26 nov 2008

Escritores sin sexo

por Anónimo Hernández

Ya sé que este título puede sugerir la idea de escritores que carecen de órganos sexuales, pero no es así.
La cuestión es ésta. Ayer tuve el infortunio de verme involucrado en una mesa rebosante de hormonas, cuando un acuerdo me había llevado originalmente a una junta editorial, y en todo caso literaria. En ella hablaría con mis posibles editores sobre la publicación de mi único manuscrito y, en el mejor escenario, de contratos, regalías y promociones.
La cita fue en un café-librería, o viceversa. En la Condesa. Para empezar, cuando llegué al lugar, el mesero me vio tan pequeño e insignificante, que en vez de sentarme dio por sentado que yo iba por el empleo de lavaplatos anunciado en la puerta y corrió para endilgarme un mandil. Después de un rato alegando, y auxiliado por mis contertulios, se aclaró el malentendido y pude quitarme la deshonrosa prenda que ya pendía de mi cintura.

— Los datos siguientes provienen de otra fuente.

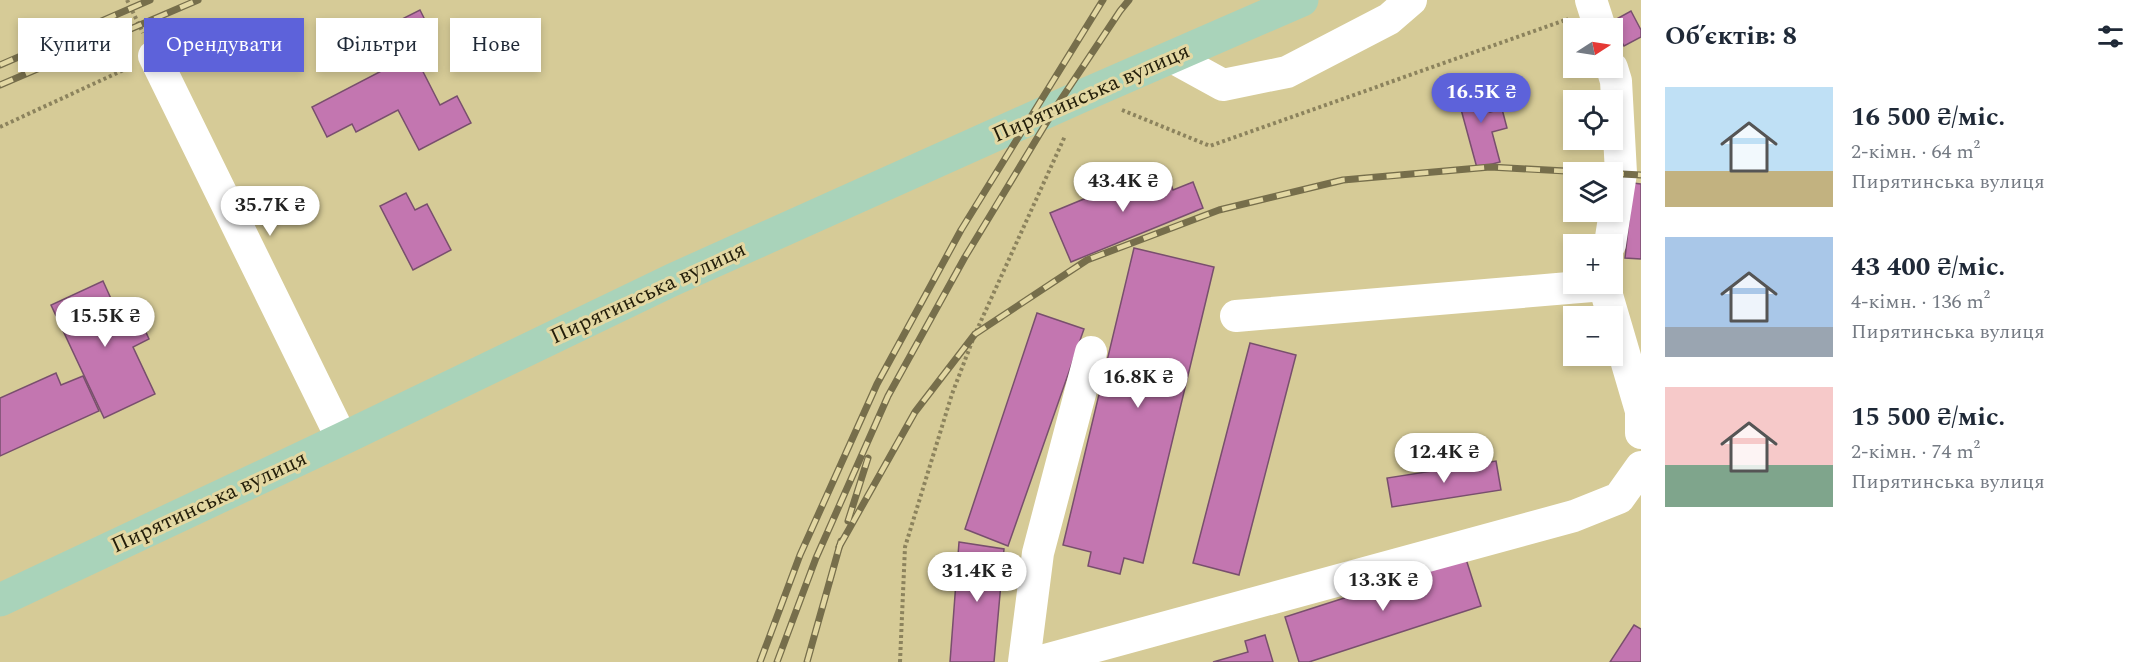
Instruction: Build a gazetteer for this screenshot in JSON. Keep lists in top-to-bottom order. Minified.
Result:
{"streets":{"main road":["Пирятинська вулиця"]},"north":"right","page":{"heading":"Об’єктів: 8","map_buttons":["+","−"],"chip":["Купити","Орендувати","Фільтри","Нове"],"list":[{"name":"16 500 ₴/міс.","note":"2-кімн. · 64 m² · Пирятинська вулиця"},{"name":"43 400 ₴/міс.","note":"4-кімн. · 136 m² · Пирятинська вулиця"},{"name":"15 500 ₴/міс.","note":"2-кімн. · 74 m² · Пирятинська вулиця"}],"price":["16.5K ₴","43.4K ₴","35.7K ₴","15.5K ₴","16.8K ₴","12.4K ₴","31.4K ₴","13.3K ₴"]}}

A pesar de tan incómodo comienzo, el mesero no me calificó como alguien en posición de ordenarle nada, de modo que prefirió ignorarme. Para molestarlo, le exigí un expreso doble, cortado, por lo que, minutos después, me devolvió el agravio acompañando mi tacita con unos sobres de un sustituto lácteo llamado Lautrec.

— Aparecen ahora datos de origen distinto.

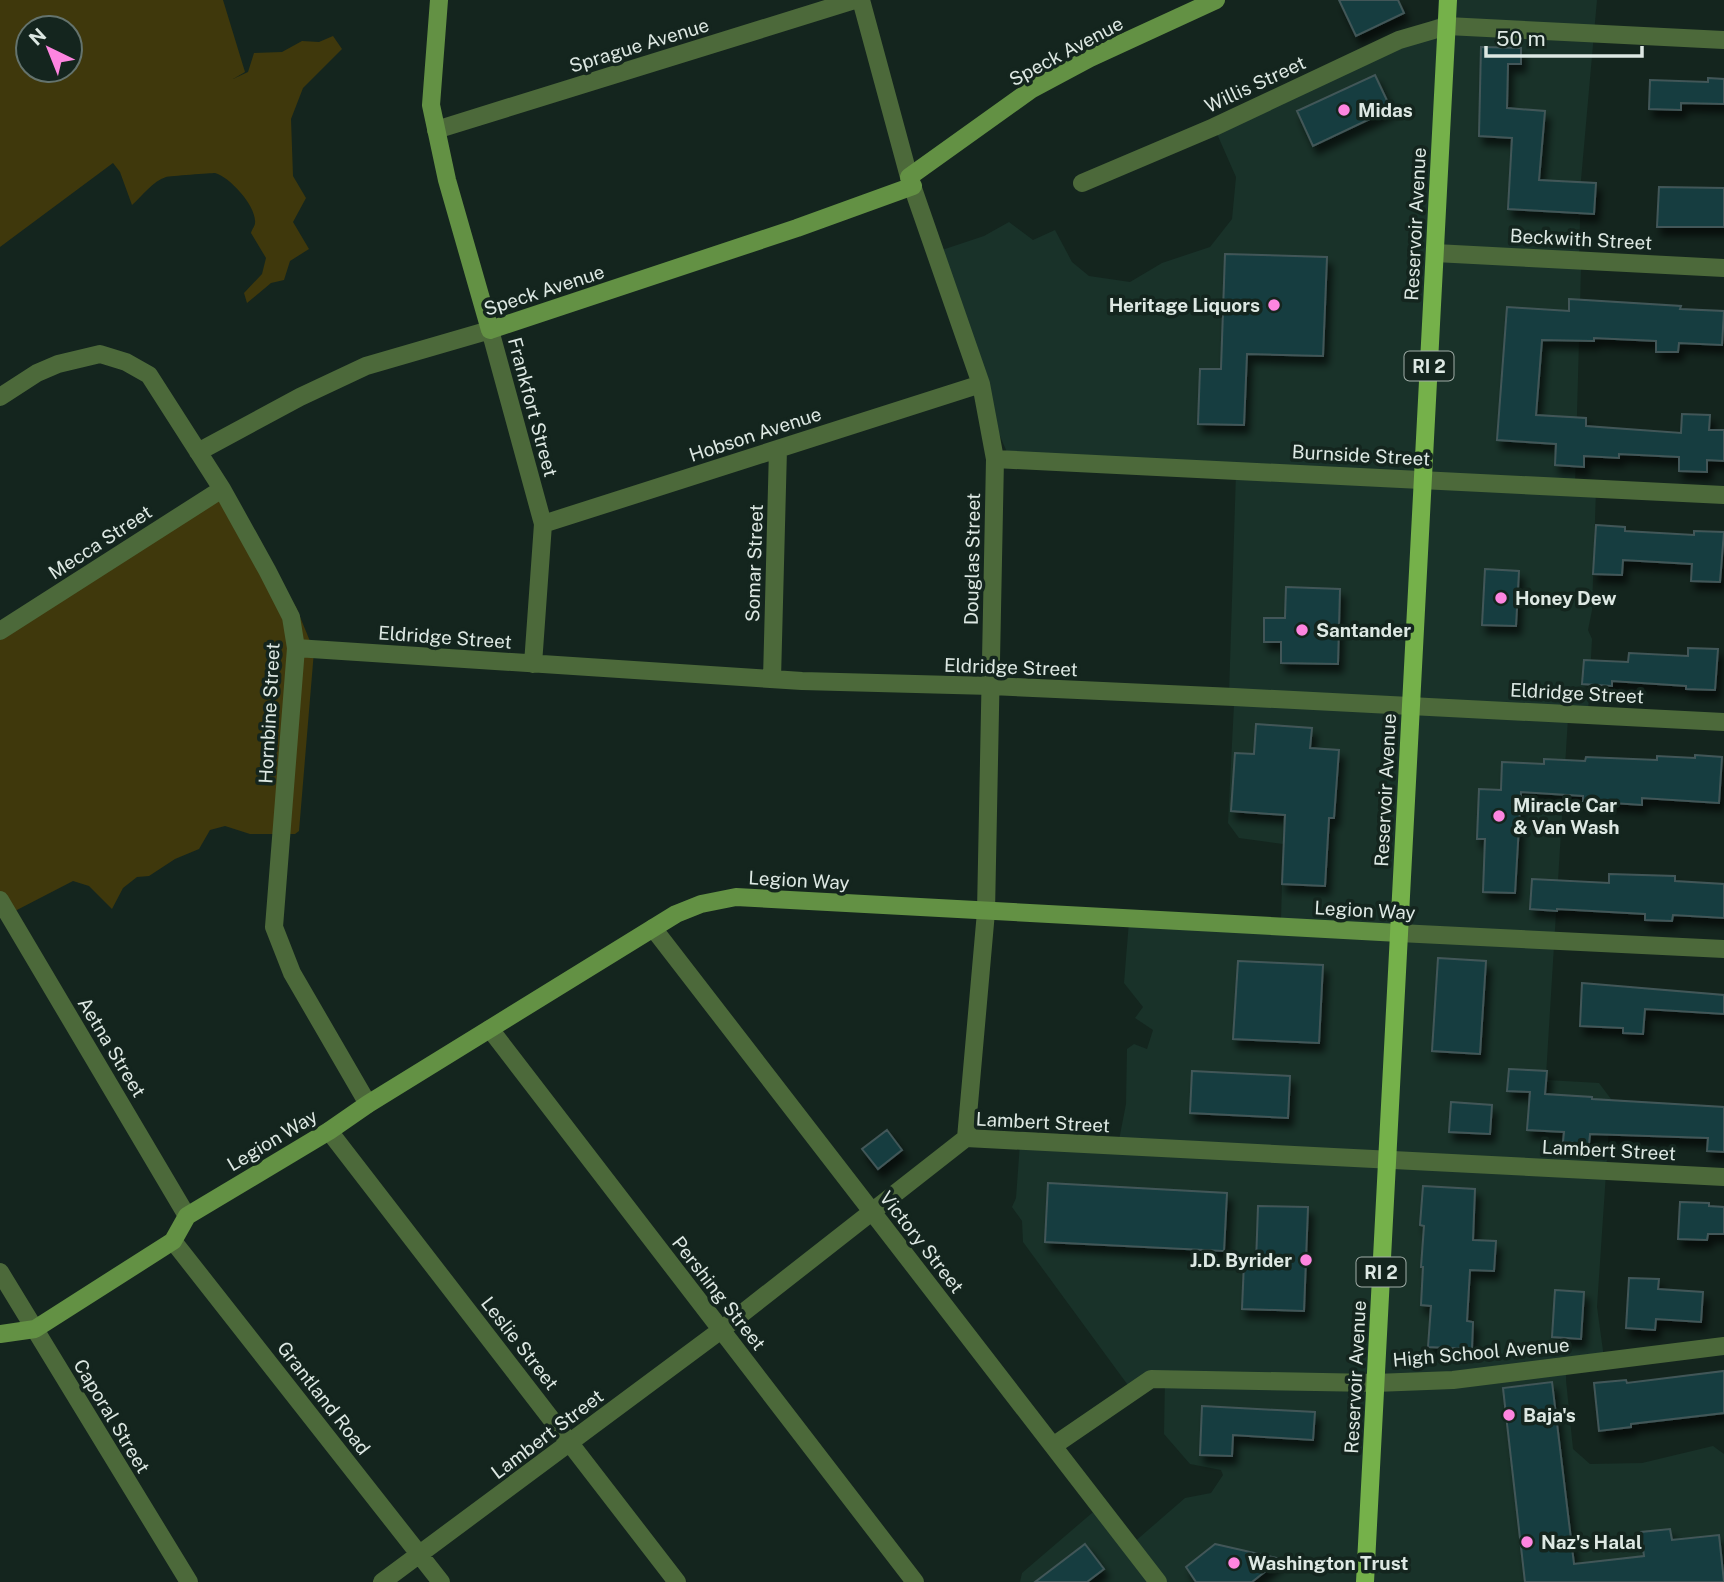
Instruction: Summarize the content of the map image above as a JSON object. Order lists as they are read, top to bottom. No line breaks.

Volviendo al tema, repito: no estábamos en un bar o una cantina. Era en un café. Un lugar chiquito, acogedor, reciente. Y a pesar de eso, poco a poco fueron apareciendo personajes que se adhirieron a nuestra mesa sin más preámbulos que sus saludos y abrazos sospechosamente sonoros. Gente que andaba por allí, según sus propias palabras. Treintañeros editores, dictaminadores y autores de afamadas firmas editoriales, y al poco rato, entre capuchinos azucarados y vasitos de agua sin hielo, el aquelarre giró en torno a factibles ediciones, antologías, traducciones, becas, coediciones, intercambios, acuerdos transoceánicos…

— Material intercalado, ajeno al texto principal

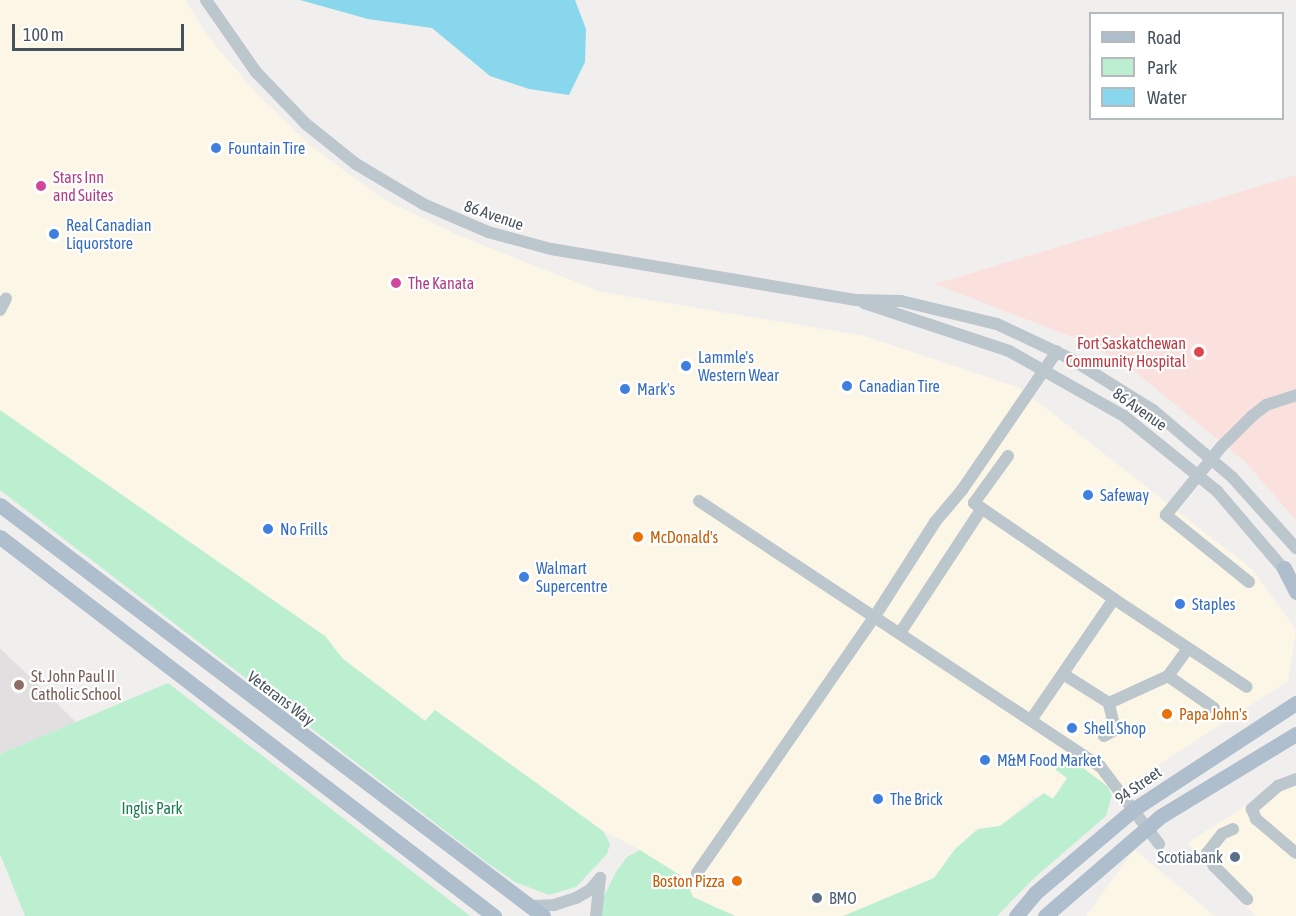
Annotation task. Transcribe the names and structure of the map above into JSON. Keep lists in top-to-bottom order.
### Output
{
  "streets": {
    "main road": ["Veterans Way", "94 Street"],
    "street": ["86 Avenue"]
  },
  "parks": ["Inglis Park"],
  "places": [
    "Fountain Tire",
    "Stars Inn and Suites",
    "Real Canadian Liquorstore",
    "The Kanata",
    "Fort Saskatchewan Community Hospital",
    "Lammle's Western Wear",
    "Canadian Tire",
    "Mark's",
    "Safeway",
    "No Frills",
    "McDonald's",
    "Walmart Supercentre",
    "Staples",
    "St. John Paul II Catholic School",
    "Papa John's",
    "Shell Shop",
    "M&M Food Market",
    "The Brick",
    "Scotiabank",
    "Boston Pizza",
    "BMO"
  ],
  "legend": ["Road", "Park", "Water"],
  "scale_bar": "100 m"
}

Intoxicado por la emoción de tan arrebatada lluvia de ideas, ignoré la necesidad autoral que me había llevado hasta allí y quise tomar la palabra, aportar algo a los nuevos temas… Incluso levanté la mano… pero nada podía interrumpir aquel huracán creativo…
Como fuera, sólo bastó que en el vacío del nuevo santuario cultural resonaran unos tacones puntiagudos con su tac-tac tac-tac, para que todas las miradas masculinas se lanzaran tras la posible presa…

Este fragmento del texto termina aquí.